8 comentários em “enquanto as mulheres tiverem “as suas limitações” este dia faz sentido *”

  1. Aproveito para acrescentar que, de acordo com as teorias da "Princesa", as outras, aquelas que não opção senão trabalhar são menos mães que as que têm a felicidade de poder escolher. Sim… de facto… não há pachorra para baboseiras!!

  2. Não querendo tomar as dores da Catarina (ela não precisa que a defendam), digo que já perdi/ganhei imenso por ter tomado opções semelhantes.
    Perdi dinheiro, valores mais altos, e tive de me contentar por tarefas mais mal pagas. Ganhei o que ganhei estando com elas (as minhas filhas) todos os dias.
    Foi uma escolha que pude fazer, com consequências ao nível do "estilo de vida": fora com a TV por cabo, fora com a net em casa. fora com coisas que eu gosto, mas foi uma opção.
    Com cedências.

    (desculpe, Catarina, se o meu comentário é difícil de perceber. mas ainda hoje ouvi "ah, estás com as miúdas todos os dias ao fim do dia, etc, porque podes!". Sim, posso. e tive de manobrar e ceder muito para poder "poder")

    muito bom post 🙂

  3. Mikasha agradeço que me tome as dores. Eu já perdi dinheiro por valores mais altos e acredito que essa luta faz sentido. trabaho e muito. Mas alguém que trabalhe 20 horas é menos mãe???? Falamos de condições laborais e não de opções pessoais.

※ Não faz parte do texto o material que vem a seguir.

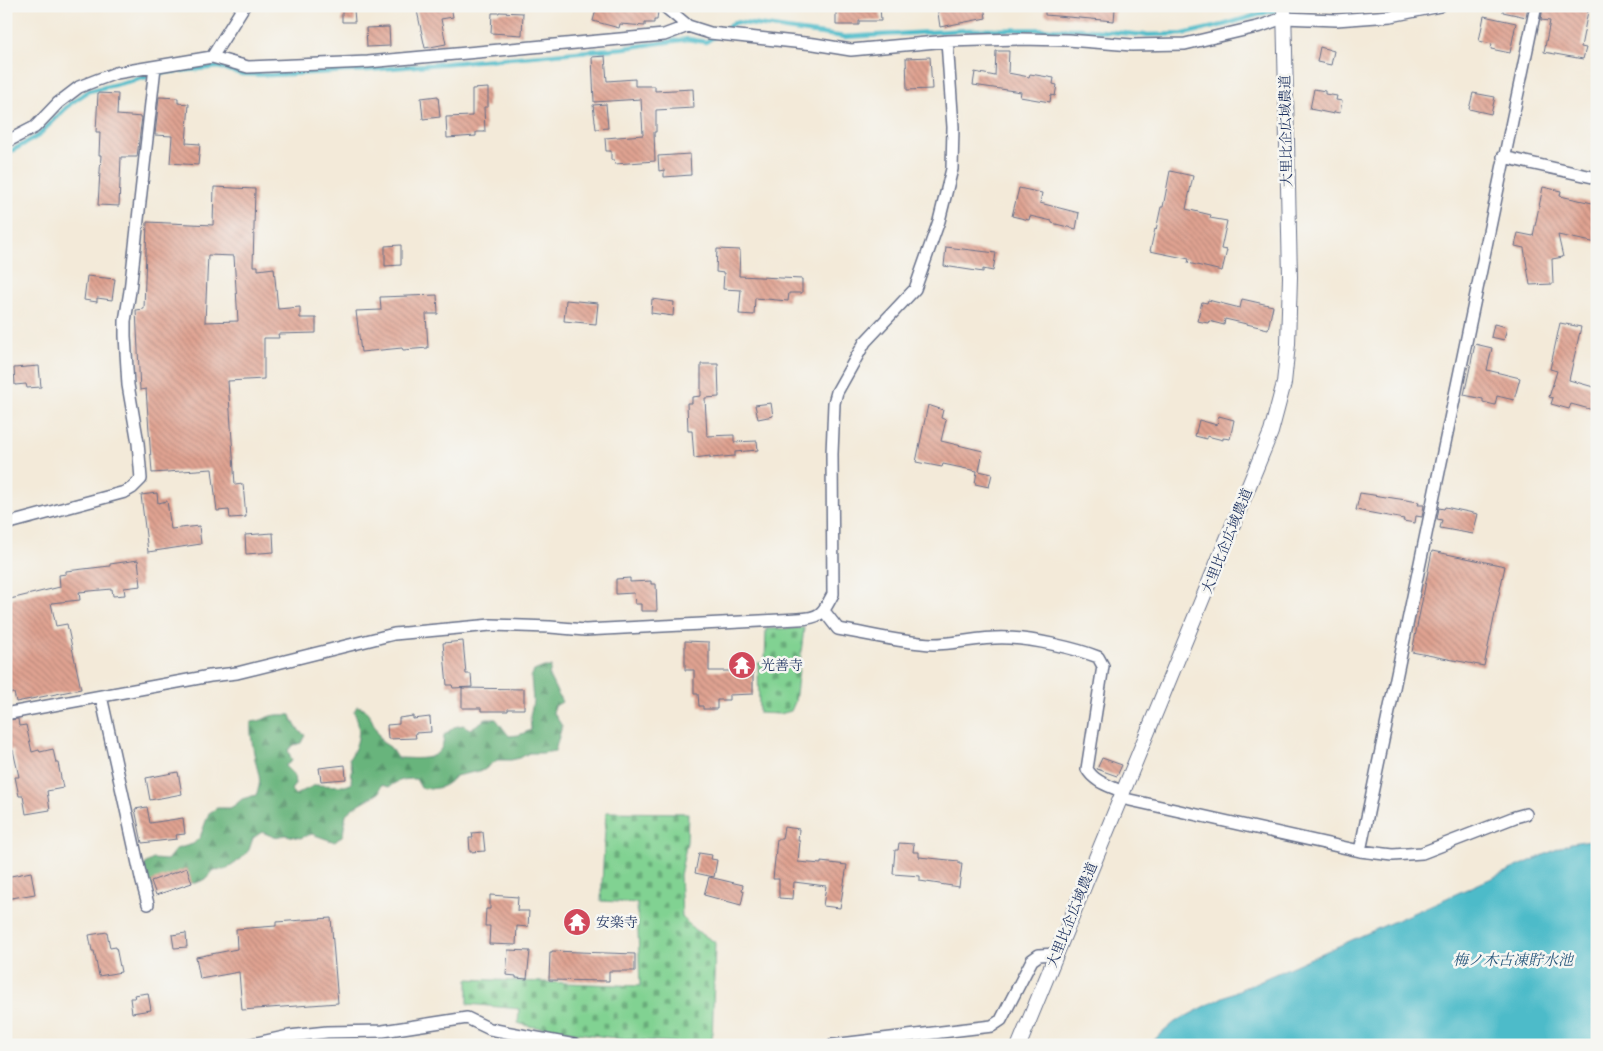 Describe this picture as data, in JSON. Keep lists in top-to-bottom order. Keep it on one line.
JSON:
{"streets":{"street":["大里比企広域農道"]},"water":["梅ノ木古凍貯水池"],"places":{"temple":["光善寺","安楽寺"]}} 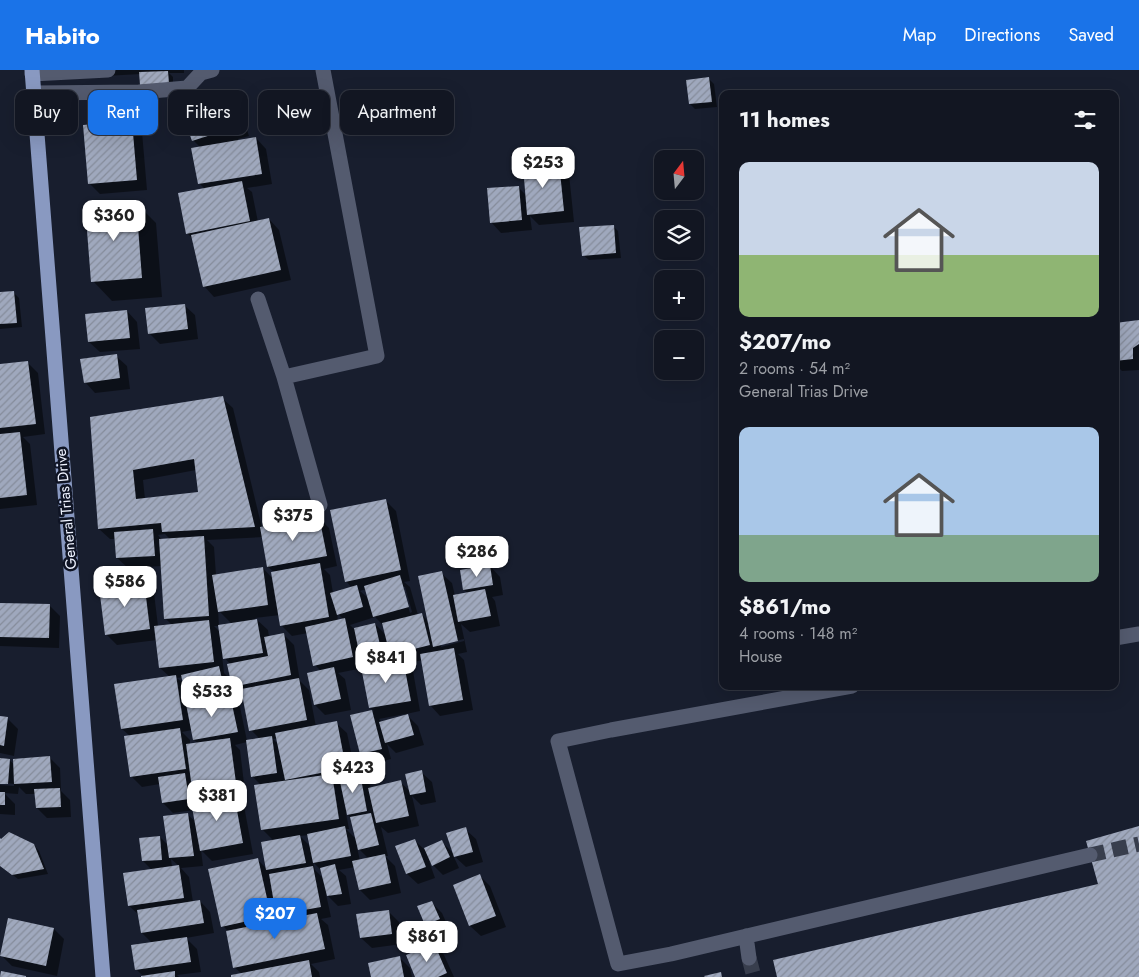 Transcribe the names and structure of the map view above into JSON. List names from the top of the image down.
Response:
{
  "streets": {
    "main road": ["General Trias Drive"]
  },
  "north": "top",
  "page": {
    "header": "Habito",
    "nav": ["Map", "Directions", "Saved"],
    "chip": [
      "Buy",
      "Rent",
      "Filters",
      "New",
      "Apartment"
    ],
    "heading": "11 homes",
    "price": [
      "$253",
      "$360",
      "$375",
      "$286",
      "$586",
      "$841",
      "$533",
      "$423",
      "$381",
      "$207",
      "$861"
    ],
    "map_buttons": ["+", "−"],
    "list": [
      {
        "name": "$207/mo",
        "note": "2 rooms · 54 m² · General Trias Drive"
      },
      {
        "name": "$861/mo",
        "note": "4 rooms · 148 m² · House"
      }
    ]
  }
} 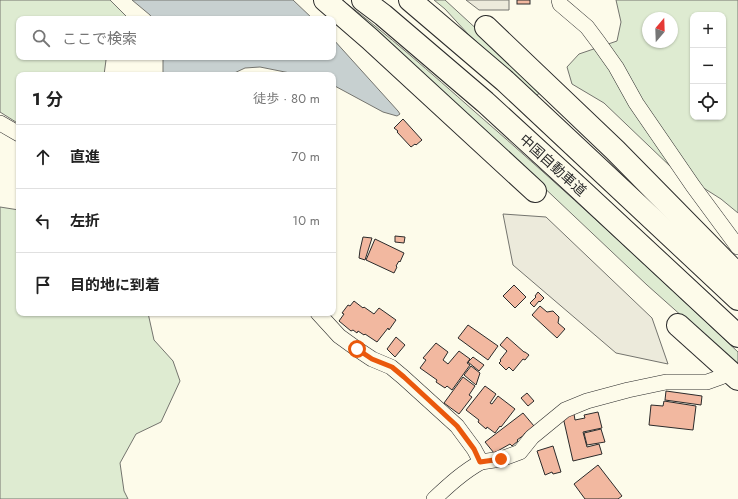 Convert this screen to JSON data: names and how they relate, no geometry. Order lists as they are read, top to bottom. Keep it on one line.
{"streets":{"highway":["中国自動車道"]},"north":"top","page":{"map_buttons":["+","−"],"search":"ここで検索","heading":["1 分","徒歩 · 80 m"],"list":[["直進","70 m"],["左折","10 m"],"目的地に到着"]}}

    Falar da minha experiência como mãe não é dizer que as outras realidades são más.

  4. Certo… certo… baboseira é também achar que fazer umas coisas, umas coisinhas aqui e ali, é trabalhar.
    Mas o que acho absolutamente fascinante é que analisada a "façanha" que descreve no post percebe-se que fez perder tempo às pessoas que a contrataram, fez perder tempo à pessoa que a entrevistou, tempo esse que podia ser ocupado por essas pessoas a acompanhar o crescimento dos filhos, porque sim… não é a unica pessoa do mundo a ser mãe e a querer estár em permanencia junto dos seus filhos. Sem contar com o facto de ter feito com que outras pessoas mais merecedoras, desempregadas e a precisar de trabalho tivessem perdido a oportunidade e a possibilidade de ser selecionadas ou sequer a ir à entrevista de emprego, que foi dada a alguem que pode e opta por ficar em casa a fazer uns biscates. É falta de seriedade, é desonesto, é falta de educação.

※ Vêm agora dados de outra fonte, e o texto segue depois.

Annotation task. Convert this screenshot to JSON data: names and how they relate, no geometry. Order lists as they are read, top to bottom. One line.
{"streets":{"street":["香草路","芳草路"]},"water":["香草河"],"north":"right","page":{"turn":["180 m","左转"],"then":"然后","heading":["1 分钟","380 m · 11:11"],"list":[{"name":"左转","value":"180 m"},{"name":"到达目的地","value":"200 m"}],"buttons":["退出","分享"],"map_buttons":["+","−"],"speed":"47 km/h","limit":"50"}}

  5. Xana, desculpe, mas falta de educação é chamar biscate ao trabalho que se faz em casa (e não falo de tarefas domésticas!).
    Estive dois anos em casa, desempregada. Concorri a muitas ofertas, de algumas não tive resposta – quem perdeu tempo fui eu – de outras obtive respostas simpáticas.
    Tive uma oferta excelente: implicava trabalhar fora de casa (coisa pela qual qualquer pessoa anseia ao fim de um ano confinada a 4 paredes, gerindo o ordenado do marido como pode e consegue), sair Às seis da manhã, chegar às oito.
    Tenho dois filhos pequenos, a mais pequena (na altura) comigo.
    No final, o saldo financeiro seria positivo: o que ia ganhar dava para pagar o infantário onde teria de pôr a mais nova, dava para pagar os transportes, dava para tudo.
    Mas eu teria de sair às seis, chegar às oito. Como – deus sabe como lhes deve custar – muitos pais e mães fazem.

    Optei pelos "biscates": fiz traduções em casa, transcrições, formatação de documentos, enquanto criei – durante esses dois anos – a mais nova.
    Foi uma opção, minha, não um modelo a seguir.

    Durante dois anos trabalhei cinco horas por dia nesses biscates, acompanhei o crescimento da minha filha, fui buscar o mais velho À escola, tratei da casa, passei a ferro, fiz jantar e marmita para o marido, colaborei em projetos (biscates sem retorno financeiro).

    Nunca desvalorizei o trabalho e o esforço de quem tomou opções diferentes das minhas.
    Não gosto, por isso, que chamem "biscates" àquilo que tanto trabalho e esforço me deu durante esses dois anos.